On 19 August 2012 20:03, Paul Norman <penorman at mac.com> wrote:
>> From: Robin Paulson [mailto:robin.paulson at gmail.com]
>> Subject: Re: [Imports] import of data from LINZ
>> hi paul,
>> answers inline
>> On 17 August 2012 15:51, Paul Norman <penorman at mac.com> wrote:
>> > A few comments
>> >
>> > Has the tagging been finalized?
>> No - We are review all of the existing mapping an quite a few layers
>> have yet to be tagged. We have gone through an _extensive_ peer reviewed
>> tagging process on the NZOpenGPS Google Group.
>> > Could you post a sample .osm of a typical area?
>> We've already done a "trial" import. about two years ago, we imported
>> all the layers for the Chatham Islands, several 100 km east of the
>> mainland. We chose this location, as there was no previous mapping
>> there, although there are plenty of map-worthy items
>> check here for more:
>> http://www.openstreetmap.org/?lat=-43.89&lon=-176.525&zoom=10&layers=M
>> i.e. we are confident the import application generates decent .osm files
> The point is not to generate a valid .osm file, but to make it easier to
> review the tagging. The area in the DB gives me enough to provide some
> comments, which I'll do below.

we're working on it. It has already been double-reviewed by (very)
long time OSM users & developers.

Note those (the area previously cited) are from the old dataset, the
new ones are much cleaned up.

>> > How were the building_use translations developed? Were only the
>> > descriptions from LINZ used or were the from LINZ names to OSM
>> > verified for each mapping by looking at imagery or another suitable
>> means?
>> A painstaking manual process of reviewing the LINZ tags and finding the
>> best OSM tags to use. Our conversion scripts allow complex translation
>> of building uses with conditional logic, etc.
> But did you look at just the LINZ documentation or did you verify that the
> mappings are correct with imagery or local knowledge?

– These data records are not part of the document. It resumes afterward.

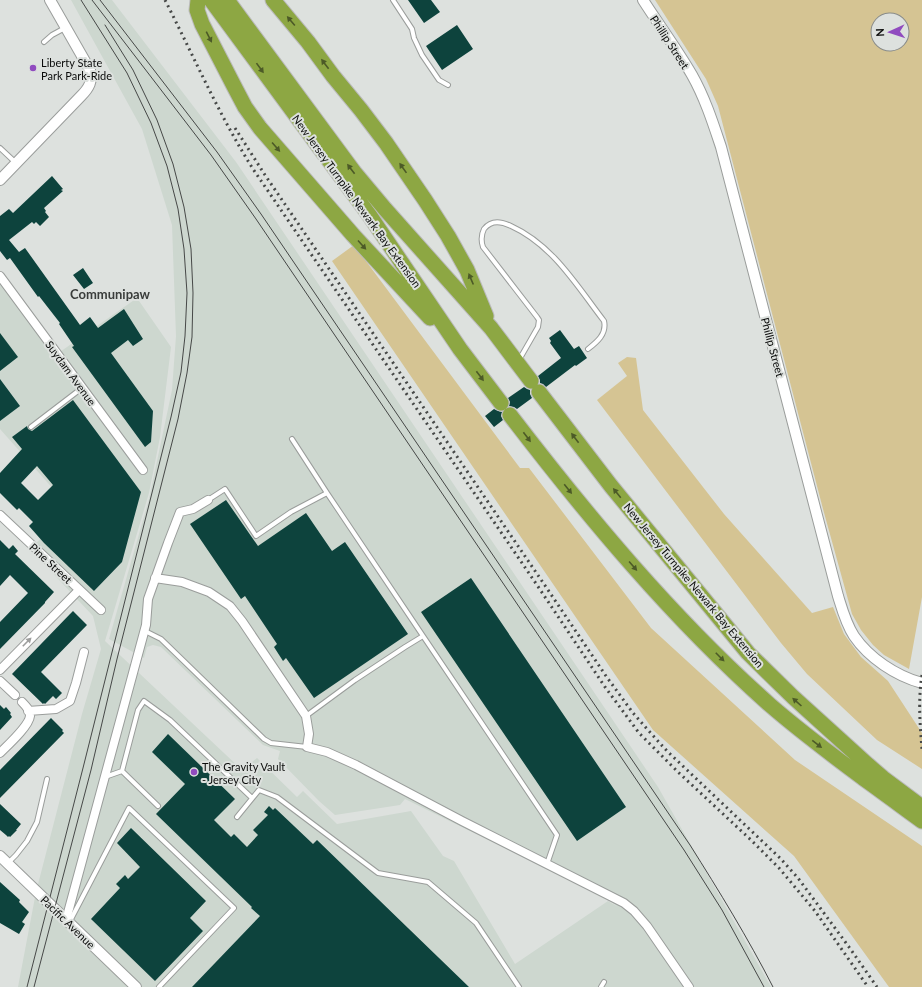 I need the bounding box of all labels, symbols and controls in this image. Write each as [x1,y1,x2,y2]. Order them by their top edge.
north arrow [870,12,910,52]
street label: Phillip Street [648,13,692,71]
one-way arrow [286,15,295,26]
text: N [873,28,886,37]
one-way arrow [206,31,212,42]
place label: Liberty State Park Park-Ride [41,56,112,82]
one-way arrow [321,59,329,70]
one-way arrow [256,62,265,73]
marker: Liberty State Park Park-Ride [28,63,38,73]
street label: New Jersey Turnpike Newark Bay Extension [290,112,424,290]
one-way arrow [271,143,280,152]
one-way arrow [347,163,356,174]
one-way arrow [399,163,407,173]
one-way arrow [357,240,367,250]
one-way arrow [468,273,474,284]
district label: Communipaw [70,286,151,302]
street label: Phillip Street [759,316,787,378]
street label: Suydam Avenue [43,338,99,408]
one-way arrow [476,371,484,381]
one-way arrow [522,432,530,442]
one-way arrow [571,433,579,444]
one-way arrow [564,484,572,495]
one-way arrow [613,488,621,499]
street label: New Jersey Turnpike Newark Bay Extension [621,500,767,670]
street label: Pine Street [27,540,75,586]
one-way arrow [629,561,638,571]
one-way arrow [23,637,32,647]
one-way arrow [715,652,725,662]
one-way arrow [792,697,803,706]
one-way arrow [811,739,822,748]
place label: The Gravity Vault - Jersey City [202,760,285,786]
marker: The Gravity Vault - Jersey City [189,767,199,777]
street label: Pacific Avenue [38,893,98,951] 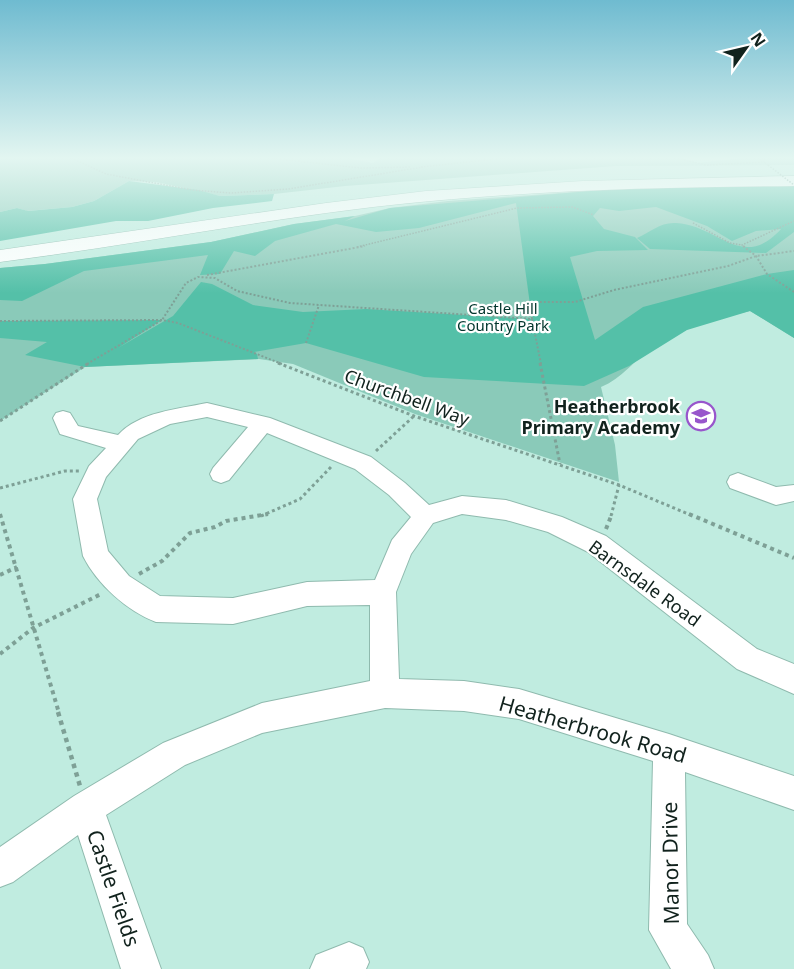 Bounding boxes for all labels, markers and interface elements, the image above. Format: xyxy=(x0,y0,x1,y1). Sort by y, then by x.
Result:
north arrow xyxy=(716,18,776,78)
text: N xyxy=(746,28,771,51)
park label: Castle Hill Country Park xyxy=(457,298,549,335)
street label: Churchbell Way xyxy=(341,363,474,431)
place label: Heatherbrook Primary Academy xyxy=(522,394,681,439)
school or university icon: Heatherbrook Primary Academy xyxy=(685,400,717,432)
street label: Barnsdale Road xyxy=(584,534,706,632)
street label: Heatherbrook Road xyxy=(496,689,690,769)
street label: Manor Drive xyxy=(655,801,685,925)
street label: Castle Fields xyxy=(81,826,147,950)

1. There is no 100% local coverage for decent aerial maps in NZ. We
use them when available to check the data we import. For examples some
of the outlying islands don't even show on the satellite imagery it is
that low quality/cloud cover, etc.

2. New Zealand is a nation on 4 million people in a country the size
of the Great Britain. We cannot rely on local knowledge for all of the
data especially those items in the middle of wilderness areas with
little to no human access.

LINZ however did generate a lot of their data from other aerial
surveys/site visits and review content on a rotating basis. Although
not 100% accurate their data provides the base for the NZ community to
move forward with a decent base map that will be enhanced and cleaned
over time.

We know there is a general leaning towards hand edits are best and
this works well where there is a dense population base. It will be far
easier for us to engage the wider mapping community once we have a
base layer of decent data that requires smaller amounts of hand
editing rather than an empty match. We believe the trade off in this
instance is worth the small amount of incorrect data.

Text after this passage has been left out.